--- SUPPLIED DATA ---
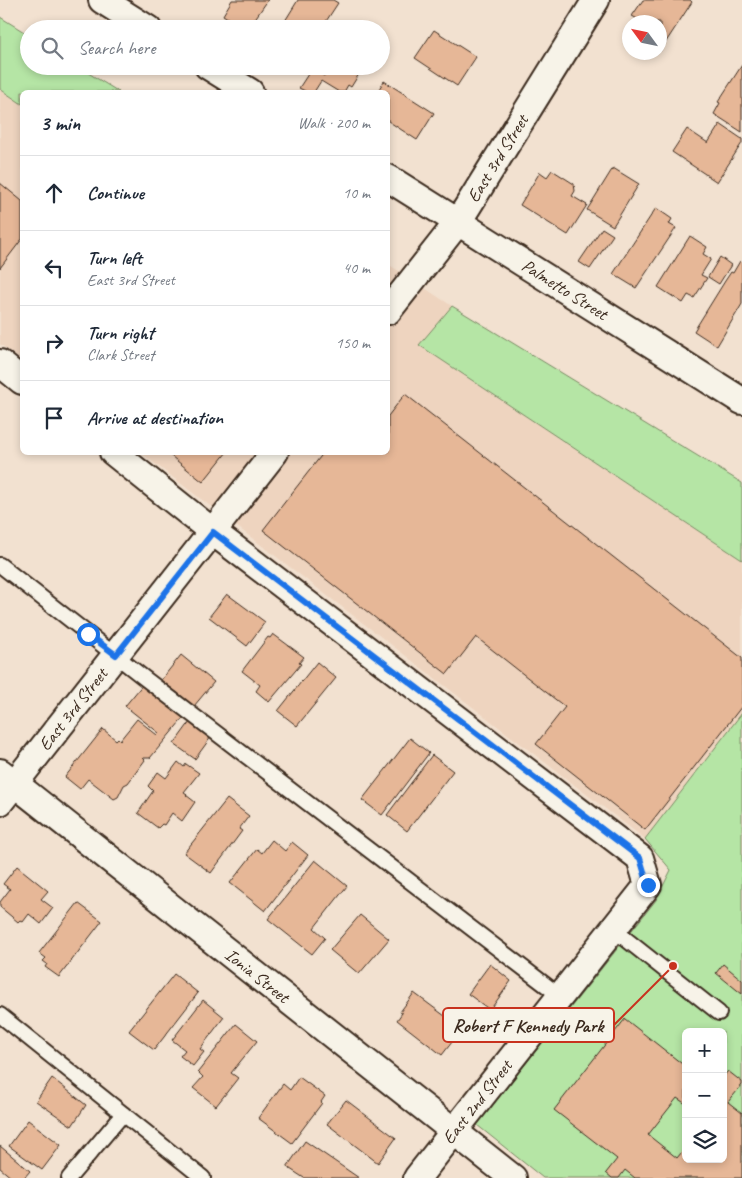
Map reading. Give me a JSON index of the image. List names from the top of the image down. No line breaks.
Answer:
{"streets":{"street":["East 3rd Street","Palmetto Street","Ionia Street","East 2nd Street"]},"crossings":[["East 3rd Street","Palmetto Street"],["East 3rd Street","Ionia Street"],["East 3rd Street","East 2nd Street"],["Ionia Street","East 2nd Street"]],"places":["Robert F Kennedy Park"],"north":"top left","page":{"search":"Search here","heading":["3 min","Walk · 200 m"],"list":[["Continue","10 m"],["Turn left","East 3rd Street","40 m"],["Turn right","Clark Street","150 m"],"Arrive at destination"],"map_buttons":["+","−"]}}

--- EXERCISE DETAILS ---
The answer is the whole listing above, written out verbatim, without its pictures.

--- FINAL ANSWER ---
Map reading. Give me a JSON index of the image. List names from the top of the image down. No line breaks.
Answer:
{"streets":{"street":["East 3rd Street","Palmetto Street","Ionia Street","East 2nd Street"]},"crossings":[["East 3rd Street","Palmetto Street"],["East 3rd Street","Ionia Street"],["East 3rd Street","East 2nd Street"],["Ionia Street","East 2nd Street"]],"places":["Robert F Kennedy Park"],"north":"top left","page":{"search":"Search here","heading":["3 min","Walk · 200 m"],"list":[["Continue","10 m"],["Turn left","East 3rd Street","40 m"],["Turn right","Clark Street","150 m"],"Arrive at destination"],"map_buttons":["+","−"]}}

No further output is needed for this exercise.